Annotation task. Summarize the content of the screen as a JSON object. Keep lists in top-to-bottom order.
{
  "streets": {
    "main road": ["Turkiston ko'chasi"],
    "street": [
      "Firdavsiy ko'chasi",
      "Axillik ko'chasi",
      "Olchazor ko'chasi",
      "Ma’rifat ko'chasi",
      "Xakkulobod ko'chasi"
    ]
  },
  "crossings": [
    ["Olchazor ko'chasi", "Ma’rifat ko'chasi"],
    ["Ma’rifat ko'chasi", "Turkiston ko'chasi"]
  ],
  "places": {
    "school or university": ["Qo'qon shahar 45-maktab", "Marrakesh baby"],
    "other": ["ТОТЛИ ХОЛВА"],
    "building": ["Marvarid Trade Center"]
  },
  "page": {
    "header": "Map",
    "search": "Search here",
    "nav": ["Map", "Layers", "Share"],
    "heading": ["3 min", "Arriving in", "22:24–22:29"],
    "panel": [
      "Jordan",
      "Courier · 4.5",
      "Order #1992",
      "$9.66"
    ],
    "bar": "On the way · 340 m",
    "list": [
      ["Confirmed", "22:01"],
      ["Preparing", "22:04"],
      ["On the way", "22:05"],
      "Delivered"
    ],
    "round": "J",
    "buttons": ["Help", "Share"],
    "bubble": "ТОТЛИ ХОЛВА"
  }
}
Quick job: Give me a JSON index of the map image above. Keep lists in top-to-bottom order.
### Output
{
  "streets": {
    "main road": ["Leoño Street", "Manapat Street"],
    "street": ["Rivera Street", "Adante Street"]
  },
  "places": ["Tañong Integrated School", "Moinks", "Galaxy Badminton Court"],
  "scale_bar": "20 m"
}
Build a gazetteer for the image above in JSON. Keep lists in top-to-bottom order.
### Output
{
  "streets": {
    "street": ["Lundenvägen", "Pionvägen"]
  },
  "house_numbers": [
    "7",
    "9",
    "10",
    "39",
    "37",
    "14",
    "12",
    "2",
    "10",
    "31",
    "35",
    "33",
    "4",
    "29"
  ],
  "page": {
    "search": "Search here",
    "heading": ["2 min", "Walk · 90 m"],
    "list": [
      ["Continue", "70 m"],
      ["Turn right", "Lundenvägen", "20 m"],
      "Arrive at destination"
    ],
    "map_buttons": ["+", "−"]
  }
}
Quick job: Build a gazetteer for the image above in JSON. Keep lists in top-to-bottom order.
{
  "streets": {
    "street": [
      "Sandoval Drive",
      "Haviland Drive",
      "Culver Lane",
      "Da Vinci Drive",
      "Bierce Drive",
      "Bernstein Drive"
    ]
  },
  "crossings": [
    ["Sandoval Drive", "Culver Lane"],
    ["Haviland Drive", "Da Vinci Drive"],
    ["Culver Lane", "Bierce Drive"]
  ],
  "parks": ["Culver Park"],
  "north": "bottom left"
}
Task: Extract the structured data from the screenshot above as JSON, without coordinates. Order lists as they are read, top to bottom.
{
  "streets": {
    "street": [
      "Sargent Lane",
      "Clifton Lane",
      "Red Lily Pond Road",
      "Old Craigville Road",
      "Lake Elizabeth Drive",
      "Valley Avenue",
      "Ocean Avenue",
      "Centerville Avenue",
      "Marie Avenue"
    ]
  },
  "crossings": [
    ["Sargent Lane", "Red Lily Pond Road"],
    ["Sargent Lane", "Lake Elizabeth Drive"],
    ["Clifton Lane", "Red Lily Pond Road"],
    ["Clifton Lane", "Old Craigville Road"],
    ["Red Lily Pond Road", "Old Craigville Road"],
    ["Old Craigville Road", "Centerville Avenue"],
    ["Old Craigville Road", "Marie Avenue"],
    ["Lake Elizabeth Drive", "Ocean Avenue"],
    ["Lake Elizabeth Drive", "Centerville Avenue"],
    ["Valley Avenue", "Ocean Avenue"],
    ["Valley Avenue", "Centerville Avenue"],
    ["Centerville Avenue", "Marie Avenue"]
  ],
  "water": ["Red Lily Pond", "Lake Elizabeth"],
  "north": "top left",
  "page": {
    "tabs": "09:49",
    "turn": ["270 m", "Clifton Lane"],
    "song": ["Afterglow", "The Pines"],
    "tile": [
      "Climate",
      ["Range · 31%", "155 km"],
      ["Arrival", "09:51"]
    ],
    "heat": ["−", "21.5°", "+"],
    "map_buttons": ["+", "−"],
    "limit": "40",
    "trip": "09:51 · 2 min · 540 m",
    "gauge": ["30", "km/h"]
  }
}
________
**TASK**
Every record in the listing above is to be copied exactly.

**ANSWER AREA**
Annotation task. Summarize the content of the screen as a JSON object. Keep lists in top-to-bottom order.
{
  "streets": {
    "main road": ["Turkiston ko'chasi"],
    "street": [
      "Firdavsiy ko'chasi",
      "Axillik ko'chasi",
      "Olchazor ko'chasi",
      "Ma’rifat ko'chasi",
      "Xakkulobod ko'chasi"
    ]
  },
  "crossings": [
    ["Olchazor ko'chasi", "Ma’rifat ko'chasi"],
    ["Ma’rifat ko'chasi", "Turkiston ko'chasi"]
  ],
  "places": {
    "school or university": ["Qo'qon shahar 45-maktab", "Marrakesh baby"],
    "other": ["ТОТЛИ ХОЛВА"],
    "building": ["Marvarid Trade Center"]
  },
  "page": {
    "header": "Map",
    "search": "Search here",
    "nav": ["Map", "Layers", "Share"],
    "heading": ["3 min", "Arriving in", "22:24–22:29"],
    "panel": [
      "Jordan",
      "Courier · 4.5",
      "Order #1992",
      "$9.66"
    ],
    "bar": "On the way · 340 m",
    "list": [
      ["Confirmed", "22:01"],
      ["Preparing", "22:04"],
      ["On the way", "22:05"],
      "Delivered"
    ],
    "round": "J",
    "buttons": ["Help", "Share"],
    "bubble": "ТОТЛИ ХОЛВА"
  }
}
Quick job: Give me a JSON index of the map image above. Keep lists in top-to-bottom order.
### Output
{
  "streets": {
    "main road": ["Leoño Street", "Manapat Street"],
    "street": ["Rivera Street", "Adante Street"]
  },
  "places": ["Tañong Integrated School", "Moinks", "Galaxy Badminton Court"],
  "scale_bar": "20 m"
}
Build a gazetteer for the image above in JSON. Keep lists in top-to-bottom order.
### Output
{
  "streets": {
    "street": ["Lundenvägen", "Pionvägen"]
  },
  "house_numbers": [
    "7",
    "9",
    "10",
    "39",
    "37",
    "14",
    "12",
    "2",
    "10",
    "31",
    "35",
    "33",
    "4",
    "29"
  ],
  "page": {
    "search": "Search here",
    "heading": ["2 min", "Walk · 90 m"],
    "list": [
      ["Continue", "70 m"],
      ["Turn right", "Lundenvägen", "20 m"],
      "Arrive at destination"
    ],
    "map_buttons": ["+", "−"]
  }
}
Quick job: Build a gazetteer for the image above in JSON. Keep lists in top-to-bottom order.
{
  "streets": {
    "street": [
      "Sandoval Drive",
      "Haviland Drive",
      "Culver Lane",
      "Da Vinci Drive",
      "Bierce Drive",
      "Bernstein Drive"
    ]
  },
  "crossings": [
    ["Sandoval Drive", "Culver Lane"],
    ["Haviland Drive", "Da Vinci Drive"],
    ["Culver Lane", "Bierce Drive"]
  ],
  "parks": ["Culver Park"],
  "north": "bottom left"
}
Task: Extract the structured data from the screenshot above as JSON, without coordinates. Order lists as they are read, top to bottom.
{
  "streets": {
    "street": [
      "Sargent Lane",
      "Clifton Lane",
      "Red Lily Pond Road",
      "Old Craigville Road",
      "Lake Elizabeth Drive",
      "Valley Avenue",
      "Ocean Avenue",
      "Centerville Avenue",
      "Marie Avenue"
    ]
  },
  "crossings": [
    ["Sargent Lane", "Red Lily Pond Road"],
    ["Sargent Lane", "Lake Elizabeth Drive"],
    ["Clifton Lane", "Red Lily Pond Road"],
    ["Clifton Lane", "Old Craigville Road"],
    ["Red Lily Pond Road", "Old Craigville Road"],
    ["Old Craigville Road", "Centerville Avenue"],
    ["Old Craigville Road", "Marie Avenue"],
    ["Lake Elizabeth Drive", "Ocean Avenue"],
    ["Lake Elizabeth Drive", "Centerville Avenue"],
    ["Valley Avenue", "Ocean Avenue"],
    ["Valley Avenue", "Centerville Avenue"],
    ["Centerville Avenue", "Marie Avenue"]
  ],
  "water": ["Red Lily Pond", "Lake Elizabeth"],
  "north": "top left",
  "page": {
    "tabs": "09:49",
    "turn": ["270 m", "Clifton Lane"],
    "song": ["Afterglow", "The Pines"],
    "tile": [
      "Climate",
      ["Range · 31%", "155 km"],
      ["Arrival", "09:51"]
    ],
    "heat": ["−", "21.5°", "+"],
    "map_buttons": ["+", "−"],
    "limit": "40",
    "trip": "09:51 · 2 min · 540 m",
    "gauge": ["30", "km/h"]
  }
}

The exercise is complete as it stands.